Tuesday, August 17, 2010

What Is Marriage?

With proposition 8 and other events swirling about, I have been thinking what marriage and why utlization of the word and being married is so important. Today, I think I came to an answer;

Marriage is special, it is something you share with someone you love. Something that lives, maybe not in the way you or I live, but it lives within you and the person you share it with. Marriage is unconditional love; the desire and willpower to stand at your lovers side throughout all arguments, all troubles, all calamities. Harsh words can kill it, maim it, but loving words and daily attentions can make it thrive. It is that special look you see in the eyes of your special someone, like sharing a secret that no one else knows. It is happiness, it is patience, it is kindness, forgiveness. It is love, but much more. A bond that binds your love, and symbolizes the commitment that each partner has made so long as each is faithful. To me, the commitment should be stronger, so that it is harder to get a divorce and harder to go to Vegas and be married in 15 minutes. It should be planning, it should be consideration, it should be sharing time with your best friend.

But it is more than that as well, because marriage also embraces the sexual, it entombs the closeness one can get as they share in a lover's embrace, and are at the utmost levels of intimacy; something not to be shared, or should not be shared, with anyone but that special someone.

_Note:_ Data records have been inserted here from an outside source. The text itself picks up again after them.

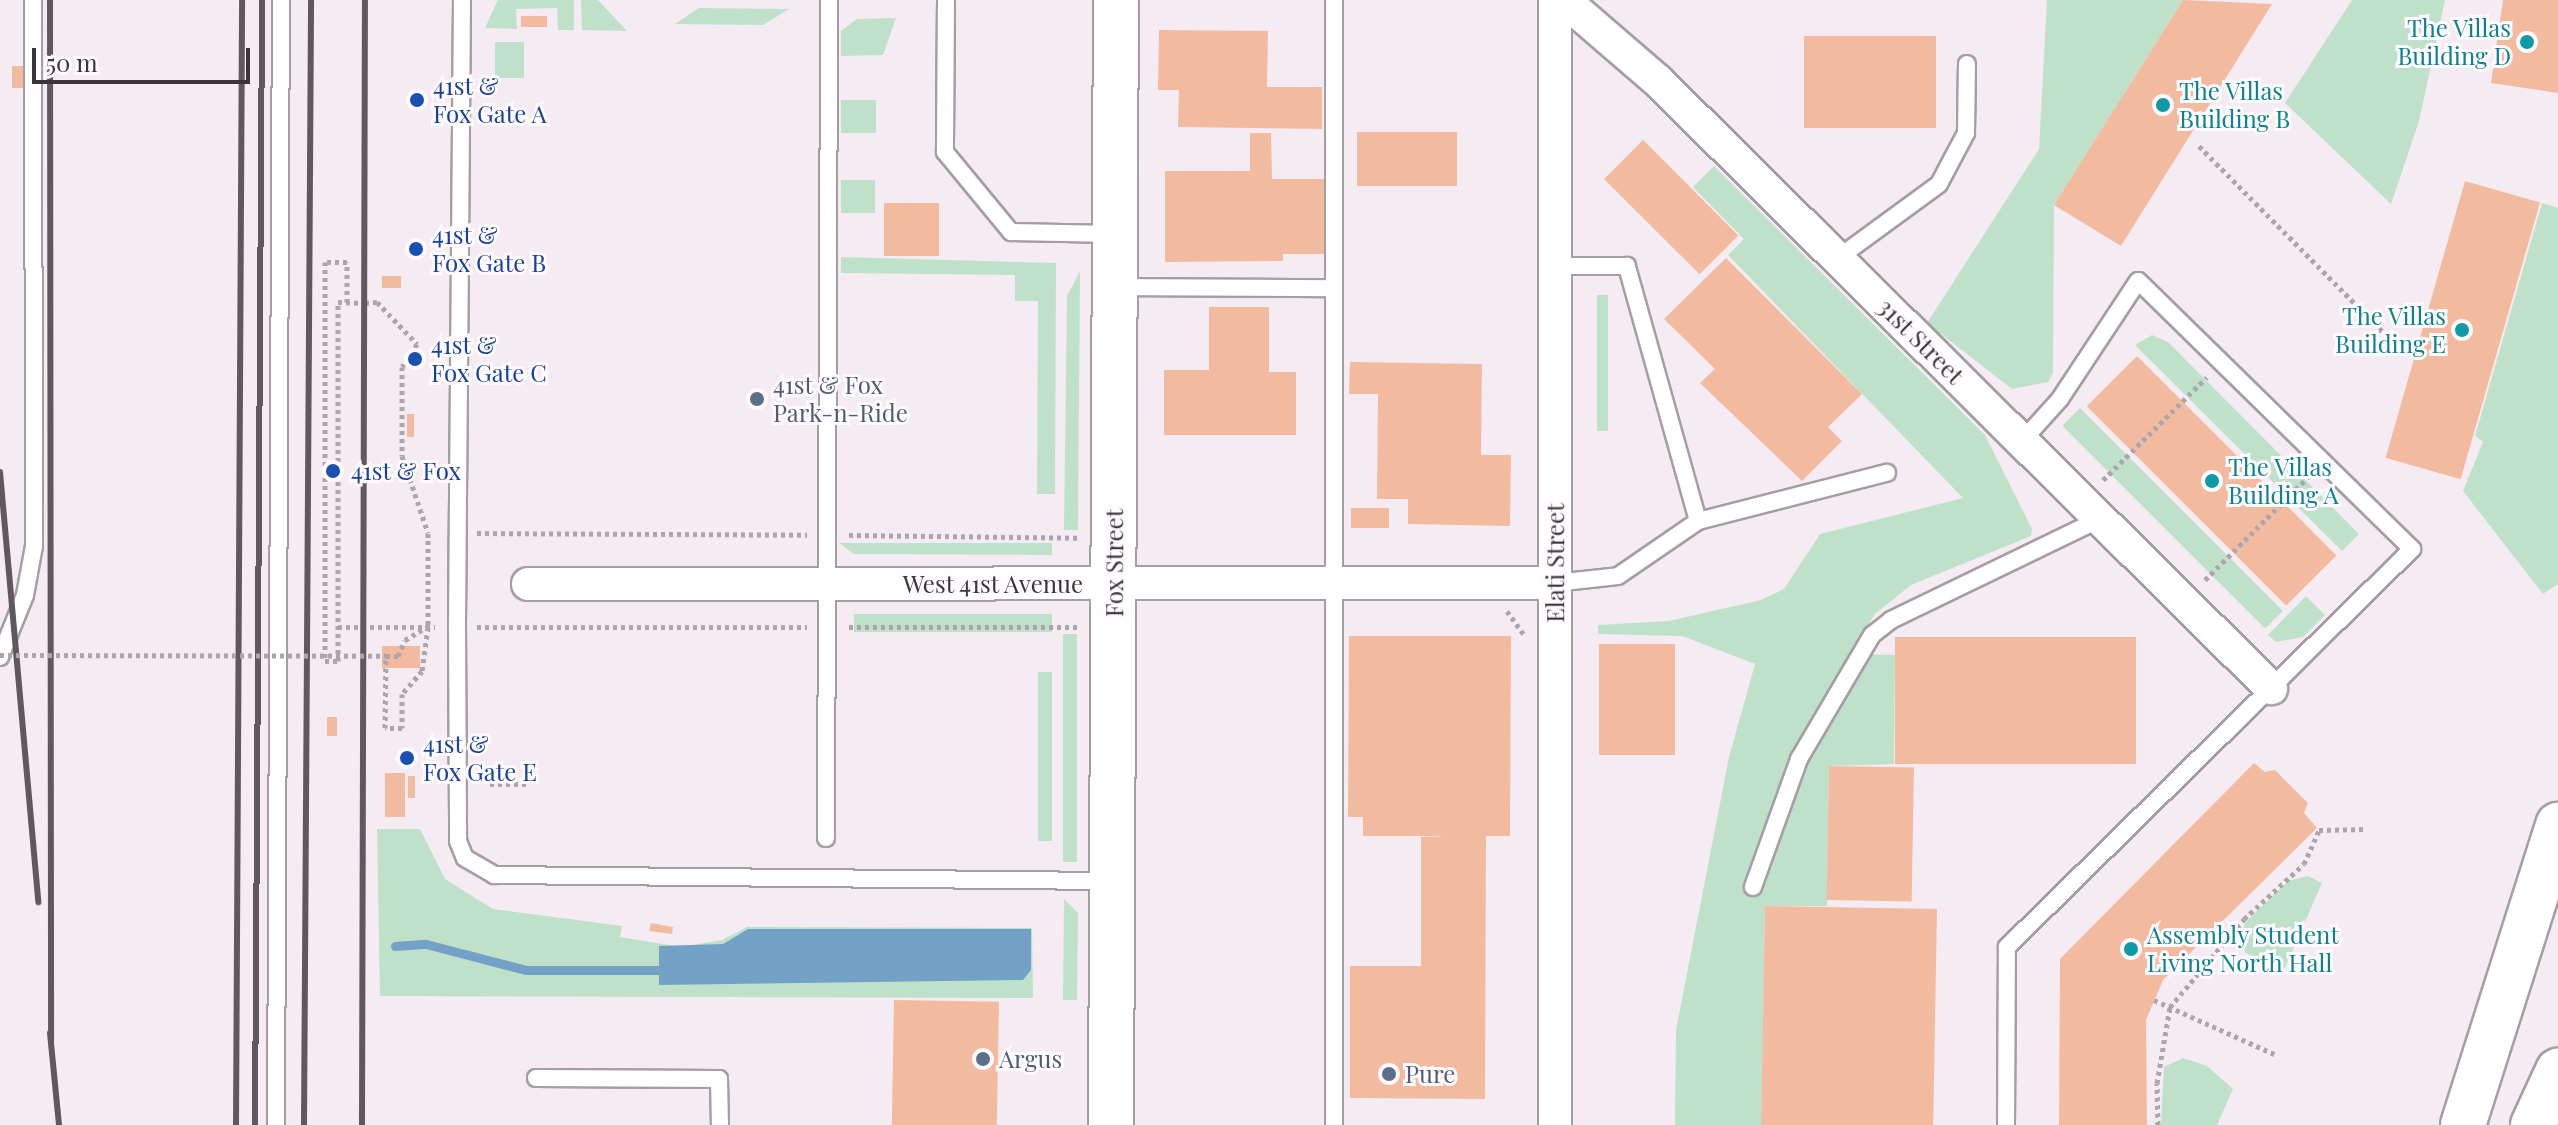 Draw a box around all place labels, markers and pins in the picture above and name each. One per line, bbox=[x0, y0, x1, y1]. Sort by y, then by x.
place label: The Villas Building D bbox=[2397, 14, 2511, 70]
marker: The Villas Building D bbox=[2518, 33, 2536, 51]
place label: 41st & Fox Gate A bbox=[433, 72, 548, 128]
place label: The Villas Building B bbox=[2179, 77, 2290, 133]
marker: 41st & Fox Gate A bbox=[408, 91, 426, 109]
marker: The Villas Building B bbox=[2154, 96, 2172, 114]
place label: 41st & Fox Gate B bbox=[432, 221, 547, 277]
marker: 41st & Fox Gate B bbox=[407, 240, 425, 258]
place label: The Villas Building E bbox=[2335, 302, 2446, 358]
marker: The Villas Building E bbox=[2453, 321, 2471, 339]
place label: 41st & Fox Gate C bbox=[431, 331, 547, 387]
marker: 41st & Fox Gate C bbox=[406, 350, 424, 368]
place label: 41st & Fox Park-n-Ride bbox=[773, 371, 908, 427]
marker: 41st & Fox Park-n-Ride bbox=[748, 390, 766, 408]
place label: The Villas Building A bbox=[2228, 453, 2339, 509]
place label: 41st & Fox bbox=[351, 457, 461, 485]
marker: 41st & Fox bbox=[322, 460, 344, 482]
marker: The Villas Building A bbox=[2203, 472, 2221, 490]
place label: 41st & Fox Gate E bbox=[423, 730, 537, 786]
marker: 41st & Fox Gate E bbox=[398, 749, 416, 767]
place label: Assembly Student Living North Hall bbox=[2147, 921, 2340, 977]
marker: Assembly Student Living North Hall bbox=[2122, 940, 2140, 958]
place label: Argus bbox=[999, 1045, 1062, 1073]
marker: Argus bbox=[974, 1050, 992, 1068]
place label: Pure bbox=[1405, 1060, 1455, 1088]
marker: Pure bbox=[1380, 1065, 1398, 1083] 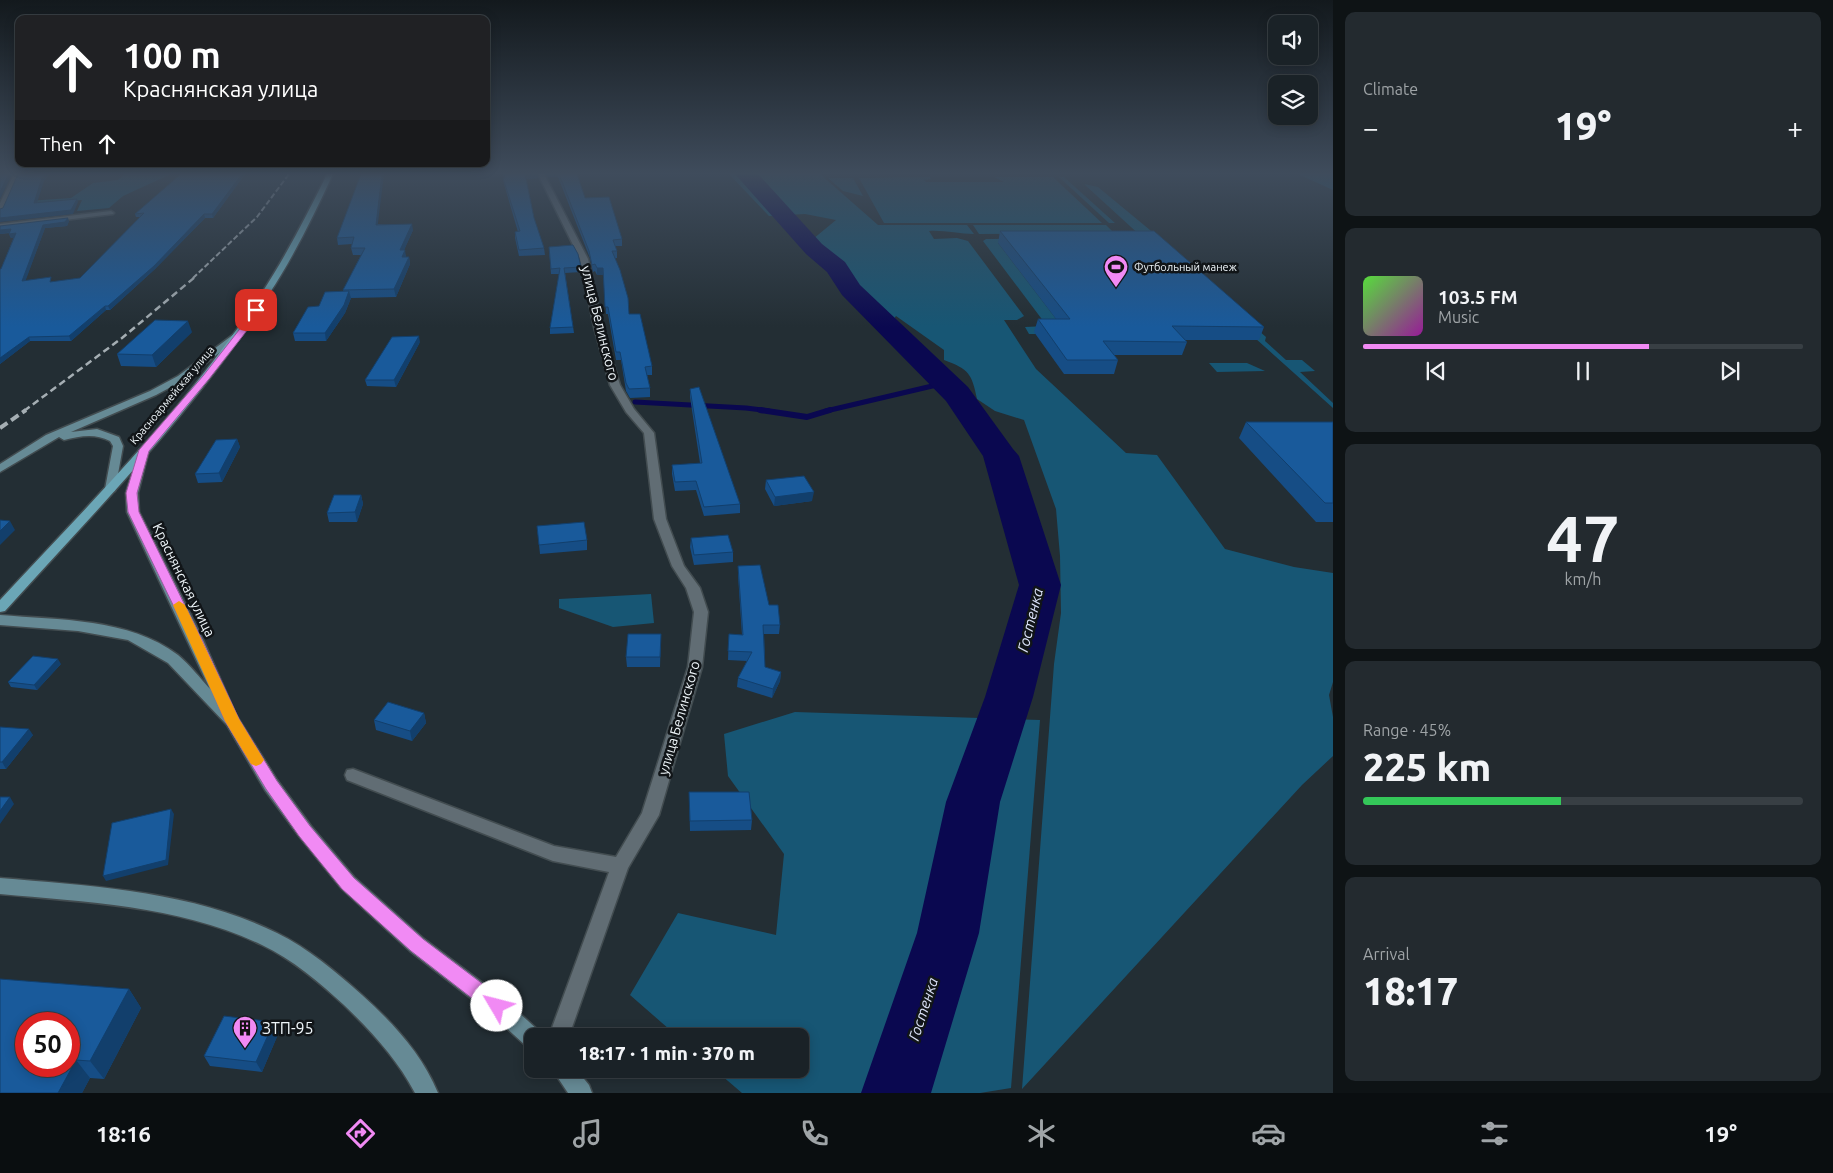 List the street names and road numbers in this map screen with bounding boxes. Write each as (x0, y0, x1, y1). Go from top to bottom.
street label: улица Белинского (578, 264, 622, 382)
street label: Красноармейская улица (127, 343, 217, 447)
street label: Краснянская улица (150, 521, 218, 639)
street label: улица Белинского (655, 659, 703, 777)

And for some religions, marriage gets you closer to God. In the Church of Jesus Christ of Latter Day Saints, marriage is all of the above, but ideally marriage is also a mutual relationship with God. Being spiritual together, sharing thoughts, praying together, learning together as you plan to be together through time and all eternity; sharing all that is important with the one you love.

Hopefully more most, marriage implies all that. (Including the spiritual, however it can be defined for any individual) Marriage between the individuals should mean all that. Society may not see it that way, government just tags marriage with a bunch of tax benefits, protections, and other associated rights, but for the most part, those are extra.

So what makes the difference between a civil unions and marriage then? If all the same benefits and rights that the government tags to marriage are tagged to civil unions, then legally nothing is different. But what does civil union imply? Because all of what I said that marriage is, is what I view marriage as, how I view it's composition. Is the same imagery that I view marriage as also apply to civil unions? For me... not really.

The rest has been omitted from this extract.